Countless years have passed in Hybreasil since the cruel but valiant King Ull led the forces of Law to victory over the Old Ones, driving them by sword and cross into the caves, the catacombs and the hidden places. The ancient city of Dun Fadu is a city of men now, its weird, fluted towers and temples replaced by squat, homely houses of wattle and daub. But on the hill that overlooks the city there still stand the brooding, mist-cloaked ruins of the old keep of Dun Fadu. Legend says that a giant 99 feet tall carved the knots and whorls into its walls, and then a giant 66 feet tall carved the spaces he left untouched, and then a giant 33 feet tall carved the spaces he left untouched. It is said that in its heyday no mere human being could look at the walls of the keep of Dun Fadu without going mad; but wind and rain have eroded the weird designs, and moss and lichen grown over them. Even so, the cautious do not let their gaze linger too long on the walls of the keep of Dun Fadu.

But the incautious gaze, and they listen to a different legend – that the Old Ones still hide within the dungeon beneath those stones, and that they keep their treasures there – gold and silver, jewels and gems, and things of ancient sorcery that could make a man mightier than kings . . .

. . . Indeed, how can they, who call themselves the bold, fail to rise to the challenge and plumb the mystery that lies beneath the black stones of Dun Fadu?



I will roll ability scores, hit points and money. Your character begins with 5,000 XP. Starting money is the same, however. Tally up your encumbrance; in OD&D it’s not too burdensome.


No XP bonuses or penalties from ability scores. STR 15 or higher gives plus one to hit and damage.
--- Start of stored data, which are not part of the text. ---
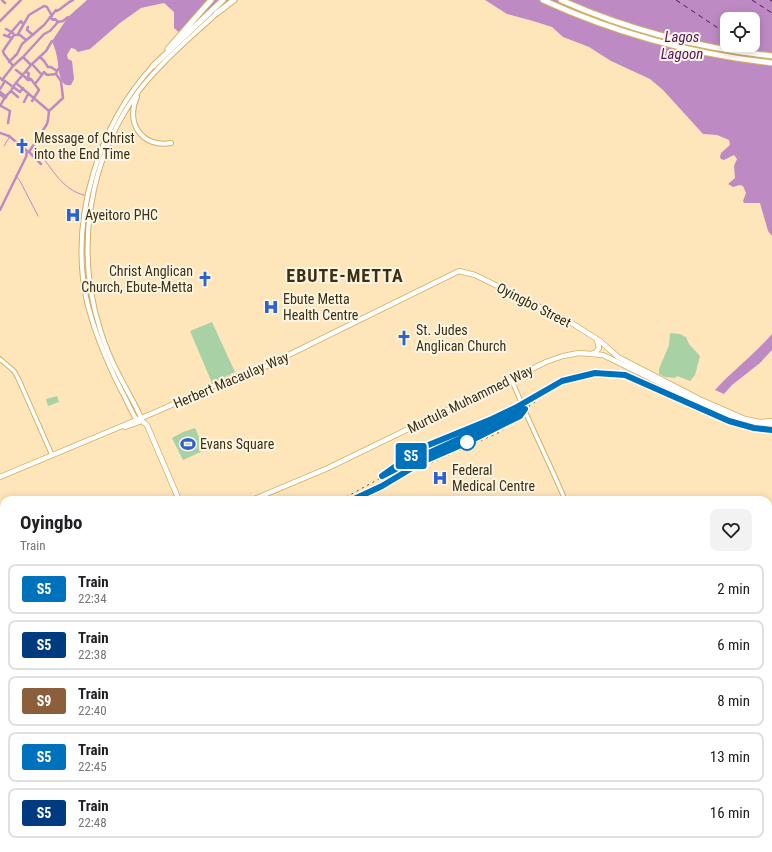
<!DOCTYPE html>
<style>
body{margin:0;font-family:"Roboto Condensed",sans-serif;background:#f2f2f2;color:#202124;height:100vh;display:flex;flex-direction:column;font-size:15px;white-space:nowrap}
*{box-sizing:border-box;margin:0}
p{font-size:13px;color:#757577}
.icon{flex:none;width:22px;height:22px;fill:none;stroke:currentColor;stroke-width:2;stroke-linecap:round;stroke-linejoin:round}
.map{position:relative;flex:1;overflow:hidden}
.details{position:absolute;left:0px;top:496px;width:772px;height:356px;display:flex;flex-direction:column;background:#fff;border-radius:12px 12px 0 0;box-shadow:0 2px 10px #0003}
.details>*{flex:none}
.badge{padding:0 8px;border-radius:3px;font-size:14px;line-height:26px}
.fabs{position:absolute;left:720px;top:12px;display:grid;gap:8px}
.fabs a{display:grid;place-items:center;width:40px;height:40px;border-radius:8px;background:#fff;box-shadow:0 2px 10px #0003;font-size:20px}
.map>.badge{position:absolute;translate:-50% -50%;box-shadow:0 0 0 2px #fff}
.round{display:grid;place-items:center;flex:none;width:42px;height:42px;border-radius:8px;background:#f2f2f2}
.head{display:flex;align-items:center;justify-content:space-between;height:68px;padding:0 20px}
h1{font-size:19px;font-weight:700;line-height:30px}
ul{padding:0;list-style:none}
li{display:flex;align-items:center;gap:12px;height:50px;margin:0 8px 6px;padding:0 12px;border:2px solid #e0e0e0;border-radius:8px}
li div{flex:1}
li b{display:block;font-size:15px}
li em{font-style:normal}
li .badge{min-width:44px;font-weight:700;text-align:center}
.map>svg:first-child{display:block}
.green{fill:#a9d1a6}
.water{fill:#be8ac4;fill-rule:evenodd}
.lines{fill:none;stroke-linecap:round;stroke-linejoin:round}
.stream{stroke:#be8ac4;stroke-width:1}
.canal{stroke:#be8ac4;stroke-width:2.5}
.river{stroke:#be8ac4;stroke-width:4.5}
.ferry{stroke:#53145b;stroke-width:1;stroke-dasharray:5 4;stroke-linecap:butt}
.tertiary-casing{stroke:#d4ae63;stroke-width:5.5}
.primary-casing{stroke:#d4ae63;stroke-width:6}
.trunk-casing{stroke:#d4ae63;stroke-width:6}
.motorway-casing{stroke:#d4ae63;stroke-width:7}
.tertiary{stroke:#fff;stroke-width:3.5}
.primary{stroke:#fff;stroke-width:4}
.trunk{stroke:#fff;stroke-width:4.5}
.motorway{stroke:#fff;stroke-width:5}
.rail{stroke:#5a4928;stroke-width:1;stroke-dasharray:2 4;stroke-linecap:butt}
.tertiary-bridge-casing{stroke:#d4ae63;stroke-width:5.5;stroke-linecap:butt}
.tertiary-bridge{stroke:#fff;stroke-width:3.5}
.line-casing{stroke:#fff;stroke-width:9}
.line{stroke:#0072bc;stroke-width:6}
.stop-dot{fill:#fff;stroke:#0072bc;stroke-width:2}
.labels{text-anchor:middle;stroke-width:4;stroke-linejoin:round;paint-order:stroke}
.poi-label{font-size:14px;fill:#3e2f0f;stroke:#fdf6e7;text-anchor:start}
.street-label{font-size:14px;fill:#3e2f0f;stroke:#fdf6e7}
.water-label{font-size:15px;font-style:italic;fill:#53145b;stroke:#fdf6e7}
.district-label{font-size:18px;font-weight:bold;letter-spacing:1px;fill:#3e2f0f;stroke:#fdf6e7}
</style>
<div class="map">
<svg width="772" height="852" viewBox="0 0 772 852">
<rect width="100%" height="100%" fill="#fee6ba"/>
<!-- green -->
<path class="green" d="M 212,322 L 235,372 L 212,383 L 190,331 Z
M 670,333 L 680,334 L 686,337 L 689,344 L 700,356 L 695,375 L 690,381 L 677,376 L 675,378 L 665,377 L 659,374 L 659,369 L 669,345 Z
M 57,396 L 59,402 L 48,406 L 46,399 Z
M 195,428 L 205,450 L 183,460 L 172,438 L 183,432 Z
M 772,747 L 772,801 L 768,799 L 768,753 Z
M 0,750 L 4,750 L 4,766 L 0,767 Z
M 699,848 L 714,848 L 714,852 L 696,852 Z"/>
<!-- water -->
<path class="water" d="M 87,0 L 233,0 L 188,40 L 174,28 L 174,12 L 164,3 L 141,8 L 120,23 L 90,49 L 78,52 L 75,49 L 71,48 L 67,55 L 68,59 L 72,61 L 74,79 L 71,85 C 58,88 59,66 57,57 C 56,52 54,46 52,41 L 68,17 Z
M 485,0 L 772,0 L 772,236 L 768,231 L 760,203 L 744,203 L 743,201 L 746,193 L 743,186 L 740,185 L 733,187 L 728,184 L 735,178 L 734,166 L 737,159 L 734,155 L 724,160 L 721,159 L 720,157 L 721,153 L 730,145 L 729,140 L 717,135 L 703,134 L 663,90 L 650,79 L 611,61 L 589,47 L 563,37 L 552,27 L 533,21 L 507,14 ZM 727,19 L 753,19 L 753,45 L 727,45 Z
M 772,334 L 772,350 L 760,363 L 732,385 L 724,394 L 715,390 C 733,370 754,355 772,334 Z"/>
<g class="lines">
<!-- stream -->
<path class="stream" d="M 4,146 L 10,136
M 32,147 C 53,164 57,189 87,196
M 16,176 L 20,181 L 38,216
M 768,720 L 772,714
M 768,748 L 772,742
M 231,848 L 236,852
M 237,852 L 240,848
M 669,852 L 672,848
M 694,852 L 696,848"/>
<!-- canal -->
<path class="canal" d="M 2,0 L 5,3
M 50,17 L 53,20 L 55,19 L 58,22
M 0,21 L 21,0
M 28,27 L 27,30 L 33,35
M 6,29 L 13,33 L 14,35 L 20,35 L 26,40
M 18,34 L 29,15 L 44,6 L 47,7 L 52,16
M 4,35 L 12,38
M 8,36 L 21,21 L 23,24
M 23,57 L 31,65
M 40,57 L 44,61 L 48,67 L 51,67 L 57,71
M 9,62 L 17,54 L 22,44 L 44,25 L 56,10 L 57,11 C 63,8 66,3 73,0
M 32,64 L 42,75
M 13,66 L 4,54 L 3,51 L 14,35
M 16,70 L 25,77 L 28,80 L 31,79 L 39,90 L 32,101
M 26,71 L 29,74 L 28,76 L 30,80
M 0,78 L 5,81 L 0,89
M 2,80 L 13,66 L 23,57 L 44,34 L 50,31 L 58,22 L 63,21 L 68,17
M 5,81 L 20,92 L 23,88
M 16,83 L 49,111
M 35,84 L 44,72 L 47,75 L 56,74
M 11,91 L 18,97
M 24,102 L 28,94
M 0,106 L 5,97 L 11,91 L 15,84 L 31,65 L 46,51 L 52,41
M 1,106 L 10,111 L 8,123
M 0,133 L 9,136 L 27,151
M 29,152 L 41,164
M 0,210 L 26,157 L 27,151 L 29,152 L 47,124 L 48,120 L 49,111 L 63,98 L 61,81 L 56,74 L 57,71 L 60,67"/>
<!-- river -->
<path class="river" d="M 0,93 L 5,97"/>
<!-- ferry -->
<path class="ferry" d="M 676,0 L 727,34
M 752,0 L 772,13
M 770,0 L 772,1
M 743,45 L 752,51"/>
<!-- tertiary casing -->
<g class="tertiary-casing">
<path id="tertiary" d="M 0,359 L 14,371 L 18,378 L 52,455
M 528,418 L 556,479 L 563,495 L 564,500
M 550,848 L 550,852"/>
</g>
<!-- primary casing -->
<g class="primary-casing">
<path id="primary" d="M 137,97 C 125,123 142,148 171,143
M 142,420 C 136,405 127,391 120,377 C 112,362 105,346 100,329 C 75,250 88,160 138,92 C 160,63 190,38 217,13
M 138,422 C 131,412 127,400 121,390 C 106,360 93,330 86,297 C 70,218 99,124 153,66
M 0,613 L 4,611"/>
</g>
<!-- trunk casing -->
<g class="trunk-casing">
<path id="trunk" d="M 591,354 L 596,352 L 599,348 L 597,340
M 125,427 L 142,421 L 147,425 L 179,500
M 0,477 L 158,411 L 229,379 L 256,371 L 459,271 L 475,275 L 570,322 L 600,341 L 618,357 L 699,399 L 745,419 L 760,422 L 772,421
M 252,500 L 328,468 L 546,362 L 563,356 L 579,353 L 603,355 L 727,416 L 751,424 L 772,425"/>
</g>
<!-- motorway casing -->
<g class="motorway-casing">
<path id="motorway" d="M 543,0 C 615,33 692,54 772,63
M 561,0 C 628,30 699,48 772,56
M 217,13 L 234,0
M 168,49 L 211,0
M 153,66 L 223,0
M 768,727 L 772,721
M 768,734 L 772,729
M 676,852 L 680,848
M 683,852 L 686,848"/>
</g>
<!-- tertiary -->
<use href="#tertiary" class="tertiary"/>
<!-- primary -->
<use href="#primary" class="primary"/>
<!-- trunk -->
<use href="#trunk" class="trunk"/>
<!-- motorway -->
<use href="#motorway" class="motorway"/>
<!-- rail -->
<path class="rail" d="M 504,413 L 534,397
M 403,461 L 426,446 L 477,425
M 341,500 L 409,462 L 524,410 L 554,388 L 579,378 L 592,376 L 608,375 L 623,377 L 698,407 L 728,422 L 743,427 L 772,432
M 356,500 L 424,466 L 500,432 L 517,417
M 0,657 L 4,655
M 0,666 L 4,665
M 318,848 L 323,852"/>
<!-- tertiary-bridge casing -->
<g class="tertiary-bridge-casing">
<path id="tertiary-bridge" d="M 512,381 L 528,418"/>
</g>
<!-- tertiary-bridge -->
<use href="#tertiary-bridge" class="tertiary-bridge"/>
</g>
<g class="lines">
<!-- line casing -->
<g class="line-casing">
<path id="line" d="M 352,500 L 382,486 L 422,462 L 468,442 L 520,416 L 525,409 L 409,462 L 382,476 L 414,453 L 426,446 L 492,419 L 515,408 L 562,381 L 595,373 L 625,375 L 729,421 L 754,428 L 772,430"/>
</g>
<!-- line -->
<use href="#line" class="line"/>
</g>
<!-- icons -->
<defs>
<g id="church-bare" transform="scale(1.2)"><path d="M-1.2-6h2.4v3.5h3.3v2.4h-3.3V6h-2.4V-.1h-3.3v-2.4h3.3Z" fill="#2f62d1" stroke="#fdf6e7" stroke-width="2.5" paint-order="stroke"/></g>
<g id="hospital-bare" transform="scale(1.2)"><path d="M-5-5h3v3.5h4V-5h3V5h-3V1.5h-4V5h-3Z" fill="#2f62d1" stroke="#fdf6e7" stroke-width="2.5" paint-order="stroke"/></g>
<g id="stadium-bare" transform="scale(1.2)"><path d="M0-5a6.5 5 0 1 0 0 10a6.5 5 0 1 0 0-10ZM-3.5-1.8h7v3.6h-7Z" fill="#2f62d1" stroke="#fdf6e7" stroke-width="2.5" paint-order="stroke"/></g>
</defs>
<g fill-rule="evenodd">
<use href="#church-bare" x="22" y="146"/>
<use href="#hospital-bare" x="73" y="215"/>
<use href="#church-bare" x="205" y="279"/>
<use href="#hospital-bare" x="271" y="307"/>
<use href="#church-bare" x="404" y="338"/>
<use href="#stadium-bare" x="188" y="444"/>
<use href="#hospital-bare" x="440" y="478"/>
</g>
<!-- markers -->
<circle class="stop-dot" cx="467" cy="442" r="8"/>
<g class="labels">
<!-- poi labels -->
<g class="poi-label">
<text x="34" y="143">Message of Christ<tspan x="34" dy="16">into the End Time</tspan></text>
<text x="85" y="220">Ayeitoro PHC</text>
<text x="193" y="276" text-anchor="end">Christ Anglican<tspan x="193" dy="16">Church, Ebute-Metta</tspan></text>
<text x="283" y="304">Ebute Metta<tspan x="283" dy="16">Health Centre</tspan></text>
<text x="416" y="335">St. Judes<tspan x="416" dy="16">Anglican Church</tspan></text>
<text x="200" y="449">Evans Square</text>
<text x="452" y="475">Federal<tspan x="452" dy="16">Medical Centre</tspan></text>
</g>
<!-- street labels -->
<g class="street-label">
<text transform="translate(534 305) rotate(27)" y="5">Oyingbo Street</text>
<text transform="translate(231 380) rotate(-23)" y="5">Herbert Macaulay Way</text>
<text transform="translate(470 399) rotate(-26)" y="5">Murtula Muhammed Way</text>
</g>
<!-- water labels -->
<g class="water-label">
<text x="682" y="42">Lagos<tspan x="682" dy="17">Lagoon</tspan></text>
</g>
<!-- district labels -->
<g class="district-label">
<text x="345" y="282">EBUTE-METTA</text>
</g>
</g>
</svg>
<div class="fabs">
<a><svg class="icon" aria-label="locate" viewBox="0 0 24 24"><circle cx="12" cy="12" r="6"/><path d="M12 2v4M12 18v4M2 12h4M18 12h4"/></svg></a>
</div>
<b class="badge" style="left:411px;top:456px;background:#0072bc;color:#fff">S5</b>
<section class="details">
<div class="head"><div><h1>Oyingbo</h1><p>Train</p></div><a class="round"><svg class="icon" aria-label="heart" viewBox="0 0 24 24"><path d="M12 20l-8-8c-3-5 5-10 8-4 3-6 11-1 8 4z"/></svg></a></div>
<ul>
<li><span class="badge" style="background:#0072bc;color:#fff">S5</span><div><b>Train</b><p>22:34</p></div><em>2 min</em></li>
<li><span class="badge" style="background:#003b80;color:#fff">S5</span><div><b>Train</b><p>22:38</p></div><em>6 min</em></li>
<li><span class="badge" style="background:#8b5e3c;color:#fff">S9</span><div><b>Train</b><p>22:40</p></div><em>8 min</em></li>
<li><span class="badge" style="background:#0072bc;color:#fff">S5</span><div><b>Train</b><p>22:45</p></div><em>13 min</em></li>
<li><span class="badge" style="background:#003b80;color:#fff">S5</span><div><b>Train</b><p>22:48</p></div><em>16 min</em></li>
</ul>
</section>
</div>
INT 15 or higher gives a bonus 1st level spell to magic-users. WIS 15 or higher gives a bonus 1st level spell to clerics. In addition to the textual benefits, DEX 15 or higher gives thieves +10% on all skills.


(All standard abilities from “Men & Magic” are in play)


Human fighters roll two damage dice and take the higher as their result; in addition, they do +1 damage when wielding a two-handed weapon.


They are considered “white magicians”, and their powers are sorcerous, not divine, notwithstanding the fact that they restrict themselves to relatively benign magic.


As in Greyhawk; however, no other elements of Greyhawk will be used at this time. Thieves gain +1 to Reaction rolls when making fraudulent overtures.


A halfling is a faun, complete with cloven hooves, horns and a generally goatish aspect. The people of Hybreasil are accustomed to them, horrifying though they might seem to the rest of Christendom. They may make their words intelligible to all animals. Once per day, a halfling may require a small animal (no larger than the halfling themselves) to perform a service for them. The animal is freed from compulsion either upon completion of the service, or at sunset or sunrise, whichever comes first. When a party with halflings in it begins their adventuring day, there is a chance (known only to the DM) that one of the halflings will overhear an animal saying something that is a clue to what they will encounter that day. Halflings may advance in either thief or fighter.


Elves can revive a fallen foe to serve as a henchman. The foe must have been personally slain by the elf’s own hand, and his “recruitment” is subject to the normal procedure with henchmen. If successfully pressed into service, the henchman is exactly as they were in life, except for being undead for all game purposes (and having a notably miserable disposition). If such a servitor is turned by a cleric, he departs from the elf’s service and dies immediately (warning: when a PC cleric turns hostile undead, servitors within the same area are considered targets as well!). Only one servitor at a time is allowed; recruiting a new one frees the old one to pass on to the next world.


Once per day, dwarves may awaken feelings of avarice in others. A gift of golden jewelry is required (this must have been found, bought or made in-game); the recipient will react as if the gift is worth 1d6+1 times its actual value. It can be useful to give such a gift to a group of just-encountered potentially dangerous humanoids (or humans, or demi-humans). In such a case, if the perceived value of the gift exceeds (250 gp x HD of the most powerful group member), then a hostile reaction roll will mean that the group starts fighting amongst themselves over the gift, rather than attacking the dwarf’s party. Dwarves may advance in either thief or fighter.


Spellcasting is handled as written in “Men & Magic”—verbatim! All spells in the book are available to you, subject to level limits. You may choose your spell at the time of casting, but not cast the same spell twice in a day. I’m hoping to make a decent trial of this system to see if it works well.


All hit points and spells are restored when the party rests for a few days in the city. They must pay upkeep at this time equal to 1% of current XP in gold pieces. Characters who build a stronghold pay no upkeep when they rest in their stronghold. (Note: Inviting other characters to rest in your stronghold doesn’t make their upkeep free; it just devolves the responsibility of paying it onto you.)


Characters may survive, albeit unconscious, at up to -2 hit points; -3 or lower is death. There is no “bleed out” countdown. If the unconscious character cannot be carried out of the dungeon by his comrades, he will be found, revived and pressed into servitude by underworld beings.